FIG. 3 is a diagrammatic view of a second illustrative embodiment of a multi-nip takeoff device according to the present invention, the device is shown in an operational position, in which the sheet material is moved through the device.

FIG. 4 is a diagrammatic view of the multi-nip takeoff device of FIG. 2, the device is shown in a safety position which allows the sheet material to be threaded through the rolls.

FIG. 5 is an enlarged diagrammatic view of a primary roll and two position/calibration rolls of the device of FIG. 1.

FIG. 6 is an enlarged diagrammatic view of three position/calibration rolls of the device of FIG. 1.
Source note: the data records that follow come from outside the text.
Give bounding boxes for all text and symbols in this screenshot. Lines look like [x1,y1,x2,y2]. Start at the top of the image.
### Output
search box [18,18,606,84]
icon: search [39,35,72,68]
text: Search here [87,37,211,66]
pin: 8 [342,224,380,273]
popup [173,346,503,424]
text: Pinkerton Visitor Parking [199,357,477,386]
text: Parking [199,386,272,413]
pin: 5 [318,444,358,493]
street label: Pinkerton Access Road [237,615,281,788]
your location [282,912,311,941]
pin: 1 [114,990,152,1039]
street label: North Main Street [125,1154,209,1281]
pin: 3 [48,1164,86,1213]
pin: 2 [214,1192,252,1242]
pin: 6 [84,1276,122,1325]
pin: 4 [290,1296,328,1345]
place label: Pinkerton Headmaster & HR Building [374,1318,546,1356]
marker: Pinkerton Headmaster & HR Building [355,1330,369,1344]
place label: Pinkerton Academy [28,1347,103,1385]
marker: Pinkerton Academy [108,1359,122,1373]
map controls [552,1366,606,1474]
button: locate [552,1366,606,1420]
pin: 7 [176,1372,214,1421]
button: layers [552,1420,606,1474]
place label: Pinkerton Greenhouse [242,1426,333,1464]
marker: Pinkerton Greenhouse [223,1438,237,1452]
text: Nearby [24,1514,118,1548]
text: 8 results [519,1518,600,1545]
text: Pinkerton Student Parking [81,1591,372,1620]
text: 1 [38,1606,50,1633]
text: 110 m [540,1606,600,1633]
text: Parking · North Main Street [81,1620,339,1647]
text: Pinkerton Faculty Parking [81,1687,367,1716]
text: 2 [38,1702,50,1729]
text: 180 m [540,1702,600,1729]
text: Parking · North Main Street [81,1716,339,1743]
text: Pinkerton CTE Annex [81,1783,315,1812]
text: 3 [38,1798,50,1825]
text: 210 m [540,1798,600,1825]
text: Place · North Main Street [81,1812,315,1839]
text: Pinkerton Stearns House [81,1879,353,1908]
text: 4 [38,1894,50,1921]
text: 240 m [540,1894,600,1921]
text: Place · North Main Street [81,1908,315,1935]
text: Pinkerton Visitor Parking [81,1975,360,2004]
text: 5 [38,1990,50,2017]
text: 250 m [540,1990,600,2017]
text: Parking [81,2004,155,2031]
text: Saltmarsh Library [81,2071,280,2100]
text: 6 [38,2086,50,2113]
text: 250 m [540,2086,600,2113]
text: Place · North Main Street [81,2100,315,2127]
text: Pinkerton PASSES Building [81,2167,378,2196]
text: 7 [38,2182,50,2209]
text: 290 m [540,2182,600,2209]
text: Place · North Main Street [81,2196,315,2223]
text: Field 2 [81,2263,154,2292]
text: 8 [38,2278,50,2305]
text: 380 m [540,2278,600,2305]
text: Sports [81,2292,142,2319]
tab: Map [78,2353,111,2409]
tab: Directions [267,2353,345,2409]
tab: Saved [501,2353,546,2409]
FIG. 7 is a schematic view illustrating the forces acting on the calibration and cooling roll of the device of FIG. 1.

FIG. 8 is a diagrammatic view of an actuator for use with various adjustable rolls of the device of FIG. 1.

FIG. 9 is a diagrammatic view of an alternate illustrative multi-nip takeoff device, the device is shown in a safety position which allows the sheet material to be threaded through the rolls.

FIG. 10 is a diagrammatic view of the multi-nip takeoff device of FIG. 9, the device is shown in an operational position.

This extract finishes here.